# Water bowl in crate at night



## Muddypaws (Jul 9, 2012)

Just a quick question to ask if everyone else leaves a water bowl in with their puppy in the crate at night.

Millie seems to jump up and down in it and I just have a soggy mess in the morning. I'm not sure quite what is wee and quite what is water.... The whole bed is currently in the washing machine as I type....


----------



## TraceyT33 (Jun 25, 2012)

i was wondering what to do about the crate and what to put in it at night.... be interesting to see what is said


----------



## Janene1968 (Aug 7, 2012)

I don't put the water bowl in Alfie's crate at night. His crate contains a comfy dog bed a couple of toys and a blanket. I am letting him out twice a night go a wee if the water bowl was in there I'd probably be up all night


----------



## Sezra (May 20, 2011)

I wouldn't reccomend leaving the water in at night time. I always used to take mine out. Having water in the crate for them to drink will mean they will need a wee in the night and as you want them to learn to go through the night without needing a wee this wont help . I am not sure what time others remove the water but I used to remove it about 9pm. Hope this helps.


----------



## TraceyT33 (Jun 25, 2012)

would you put a puppy pad in the crate at night?


----------



## Sezra (May 20, 2011)

Depending on the size of your crate I would put a bed in one half and a puppy pad in the other.


----------



## janail (Sep 2, 2011)

We've always left water in Kiaya's crate overnight. I often need a drink during the night and I couldn't bear to think that Kiaya might also be thirsty. It's in a bowl that attaches to the bars so she can't knock it over. I occasionally hear her drink from it but she still manages to hold on til we let her out.

We also used to leave a puppy pad in with her (which she loved to chew up). Fortunately it didn't interfere with her toilet training as she held on all night from the beginning.


----------



## RuthMill (Jun 30, 2012)

I have always taken the water bowl away completely at 8pm..no puppy pad either. She has been wet twice in the nearly six weeks we've had her but it hasn't happened for 4 weeks. Keep the night time routine regimented it has worked for us! Sleeps quietly from 9.30 pm to 7-9am depending when we get up! Clean and dry bed in the morning.


----------



## Chumphreys (Oct 1, 2011)

RuthMill said:


> I have always taken the water bowl away completely at 8pm..no puppy pad either. She has been wet twice in the nearly six weeks we've had her but it hasn't happened for 4 weeks. Keep the night time routine regimented it has worked for us! Sleeps quietly from 9.30 pm to 7-9am depending when we get up! Clean and dry bed in the morning.

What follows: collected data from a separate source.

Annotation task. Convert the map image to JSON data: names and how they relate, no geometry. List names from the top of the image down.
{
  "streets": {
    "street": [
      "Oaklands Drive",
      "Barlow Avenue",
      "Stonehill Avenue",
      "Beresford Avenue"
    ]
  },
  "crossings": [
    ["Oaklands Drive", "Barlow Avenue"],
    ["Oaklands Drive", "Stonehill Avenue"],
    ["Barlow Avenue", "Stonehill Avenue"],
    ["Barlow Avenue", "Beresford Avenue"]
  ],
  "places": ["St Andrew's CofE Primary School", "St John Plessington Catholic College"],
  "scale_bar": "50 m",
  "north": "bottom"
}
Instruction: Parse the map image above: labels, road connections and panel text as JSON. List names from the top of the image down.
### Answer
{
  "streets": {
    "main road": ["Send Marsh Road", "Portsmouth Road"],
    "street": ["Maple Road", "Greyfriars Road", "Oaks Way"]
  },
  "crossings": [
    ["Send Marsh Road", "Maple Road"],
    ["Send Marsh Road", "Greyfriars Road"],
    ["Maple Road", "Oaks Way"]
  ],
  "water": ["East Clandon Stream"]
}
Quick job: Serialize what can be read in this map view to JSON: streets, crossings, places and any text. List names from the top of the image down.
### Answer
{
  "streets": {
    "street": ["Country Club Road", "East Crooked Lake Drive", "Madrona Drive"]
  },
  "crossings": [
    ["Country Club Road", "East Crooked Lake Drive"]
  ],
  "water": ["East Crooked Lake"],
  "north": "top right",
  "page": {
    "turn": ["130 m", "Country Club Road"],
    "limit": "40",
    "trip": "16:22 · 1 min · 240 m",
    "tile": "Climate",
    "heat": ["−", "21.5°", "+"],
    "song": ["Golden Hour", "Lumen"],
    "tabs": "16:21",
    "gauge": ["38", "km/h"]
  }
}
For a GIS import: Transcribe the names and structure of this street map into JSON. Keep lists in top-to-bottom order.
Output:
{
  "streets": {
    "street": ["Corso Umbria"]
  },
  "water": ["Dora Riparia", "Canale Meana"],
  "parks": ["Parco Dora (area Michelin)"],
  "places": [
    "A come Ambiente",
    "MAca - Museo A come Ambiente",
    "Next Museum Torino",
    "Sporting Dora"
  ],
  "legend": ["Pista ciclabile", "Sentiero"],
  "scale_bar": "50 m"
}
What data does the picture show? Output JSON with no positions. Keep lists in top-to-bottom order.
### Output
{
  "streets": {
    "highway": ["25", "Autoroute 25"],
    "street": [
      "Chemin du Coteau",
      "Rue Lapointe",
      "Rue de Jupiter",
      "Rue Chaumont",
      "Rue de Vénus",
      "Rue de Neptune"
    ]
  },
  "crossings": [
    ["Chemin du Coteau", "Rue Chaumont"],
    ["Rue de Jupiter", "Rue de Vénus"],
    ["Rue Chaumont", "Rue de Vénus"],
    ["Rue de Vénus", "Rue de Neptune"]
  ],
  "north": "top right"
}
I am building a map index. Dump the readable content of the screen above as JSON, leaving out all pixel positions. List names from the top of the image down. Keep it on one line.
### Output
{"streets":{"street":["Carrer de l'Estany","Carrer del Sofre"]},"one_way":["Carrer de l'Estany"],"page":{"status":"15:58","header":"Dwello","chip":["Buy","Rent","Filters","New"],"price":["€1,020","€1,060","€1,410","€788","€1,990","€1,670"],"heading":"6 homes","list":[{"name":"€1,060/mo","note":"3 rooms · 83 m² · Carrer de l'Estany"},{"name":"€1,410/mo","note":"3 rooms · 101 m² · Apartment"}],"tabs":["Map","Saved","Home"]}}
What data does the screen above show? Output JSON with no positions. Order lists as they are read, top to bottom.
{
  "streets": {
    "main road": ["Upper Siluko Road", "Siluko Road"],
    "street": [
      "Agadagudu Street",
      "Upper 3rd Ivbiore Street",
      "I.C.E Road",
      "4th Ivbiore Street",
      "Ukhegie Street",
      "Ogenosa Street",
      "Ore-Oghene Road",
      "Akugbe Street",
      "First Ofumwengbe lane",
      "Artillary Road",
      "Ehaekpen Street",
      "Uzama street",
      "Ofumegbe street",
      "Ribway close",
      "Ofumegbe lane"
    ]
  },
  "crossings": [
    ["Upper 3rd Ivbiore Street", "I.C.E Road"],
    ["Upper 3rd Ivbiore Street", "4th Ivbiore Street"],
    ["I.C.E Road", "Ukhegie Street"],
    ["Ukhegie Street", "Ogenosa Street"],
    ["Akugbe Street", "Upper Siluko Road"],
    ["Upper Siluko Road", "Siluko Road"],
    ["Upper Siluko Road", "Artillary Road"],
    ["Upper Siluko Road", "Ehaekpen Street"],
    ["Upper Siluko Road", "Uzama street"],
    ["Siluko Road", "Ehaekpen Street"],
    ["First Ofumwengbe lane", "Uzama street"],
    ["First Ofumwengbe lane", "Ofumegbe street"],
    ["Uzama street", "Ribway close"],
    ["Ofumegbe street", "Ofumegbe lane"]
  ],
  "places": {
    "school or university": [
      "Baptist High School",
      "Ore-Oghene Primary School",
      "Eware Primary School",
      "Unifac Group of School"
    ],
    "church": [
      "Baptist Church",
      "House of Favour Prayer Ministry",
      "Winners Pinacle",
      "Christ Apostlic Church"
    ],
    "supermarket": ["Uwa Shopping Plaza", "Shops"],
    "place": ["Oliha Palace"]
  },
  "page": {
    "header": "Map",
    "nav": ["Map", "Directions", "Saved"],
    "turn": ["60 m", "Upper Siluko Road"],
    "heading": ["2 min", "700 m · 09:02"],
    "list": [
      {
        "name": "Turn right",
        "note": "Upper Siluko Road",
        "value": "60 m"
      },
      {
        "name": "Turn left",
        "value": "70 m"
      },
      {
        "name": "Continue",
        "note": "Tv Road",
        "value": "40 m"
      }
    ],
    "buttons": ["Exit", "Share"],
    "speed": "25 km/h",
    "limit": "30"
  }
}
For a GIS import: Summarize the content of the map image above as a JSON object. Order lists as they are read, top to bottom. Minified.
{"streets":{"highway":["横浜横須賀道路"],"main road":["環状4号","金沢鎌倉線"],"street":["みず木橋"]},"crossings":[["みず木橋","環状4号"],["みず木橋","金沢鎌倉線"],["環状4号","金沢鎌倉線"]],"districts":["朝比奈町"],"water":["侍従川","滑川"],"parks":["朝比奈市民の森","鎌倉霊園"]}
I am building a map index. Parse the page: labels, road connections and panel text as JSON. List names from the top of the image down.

Ruth did you get up in the night to take her to the toilet or just leave her?
XClare


----------



## Hfd (Aug 19, 2011)

We didn't leave water in the crate for Billy. We had a puppy pad in half which was used for about a week then dry for a week or so at which point we removed it. We never got up to let Billy out during the night and after a few days he slept from around 10.30pm till 7am. Even now (at 1 year) when he is let out of his crate on a morning he doesn't go straight out for a wee - preferring to run upstairs and see who is up!! 
H x


----------



## Jedicrazy (Apr 26, 2011)

Nope never left a water bowl in the crate.


----------



## Blackstreet (Jun 15, 2012)

we get our pup on saturday, and i dont plan to leave either water or a puppy pad. My view is that leaving a puppy pad would potentially make it "ok" for the pup to do his business indoors, so we are planning on getting up early when he whines to take him outside, and then straight back to bed. And water, (from what ive read) should be removed from around 2 hours before bed time to ensure a dry night. There are so many theories out there its hard to know what to follow, but this one makes sense. It does mean having to wake up super early to take Cosmo outside, but id rather do that, and hopefully speed up houstraining as a result. a puppy pad to me sends the wrong signals.


----------



## tessybear (May 1, 2011)

I couldn't imagine taking water away from mine just incase they might need a wee in the night it just seems cruel. I am often thirsty in the night so why wouldn't a dog be?


----------



## KCsunshine (Apr 16, 2012)

We have been leaving a small bowl of water in the corner of the crate at night, just only a cm deep though. she did tip it up the first night, but not since.

We have the crate set up with vet bed half way down crate, bed at one end on top of vet bed, and puppy pad folded in two at the foot of the crate.

It's hard to tell (because water tipped first night) but I don't think she has used the puppy pad yet. Her bed is completely dry every morning. 

I maybe a meanie but I don't get up to her at all at night to let her out. She goes to bed at 10.30 and gets up between 5 and 6 and she is doing great with it.


----------



## tessybear (May 1, 2011)

You can get an attachment for the water bowl to fix on side of the crate so it doesn't spill, all pet shops sell them. It works a treat, mine would soak their crates if I didn't have one


----------



## lilaclynda (Jul 24, 2010)

hi 
with ollie now 2 we had bed and a puppy pad in his crate but he never soiled it , now with Millie 9 weeks she just has a bed . we are taking her out every 20 mins to toilet throughout the day and in the evening her last toilet is 11pm and she has gone till 5,30 am the last 2 nights and bless her gone back till 7am ,Ollie never did that . xxlynda


----------



## Janene1968 (Aug 7, 2012)

Hi Ruth, what exactly was your regimented nighttime routine? We've only had our cockapoo for 6 days. We are still at the whining and crying stage when he goes in his crate at nigh which i hope will improve soon. I get up 2 or 3 times during the night to take him for a wee, going through the night with Alfie asleep non stop seems a long way off. Did you take yours out in the night initially?


----------



## lady amanda (Nov 26, 2010)

we have never ever left a water bowl in the crate at night.


----------



## MillieDog (Jun 1, 2011)

I left a small bowl of water in the crate, didn't like the idea of her being thirsty. I put in the far corner away from the crate door, seems obvious, but took me a while to work it out. 

Millie took a while to toilet train.


----------



## Kirsty (Sep 9, 2011)

We have a bowl that hooks onto the crate bars. Cara was fine with it and so is Niamh. Her needing a wee at 3am is more to do with her size at the moment than the water, once she's in an settled she's spark out.


----------



## Kodysmom (Feb 11, 2012)

I would not leave water in the crate overnight. In fact I would take the water up 2 hours prior to bed time. This will allow your pup to avoid accidents overnight. I always proovide plenty of water during the day. 

Good luck!


----------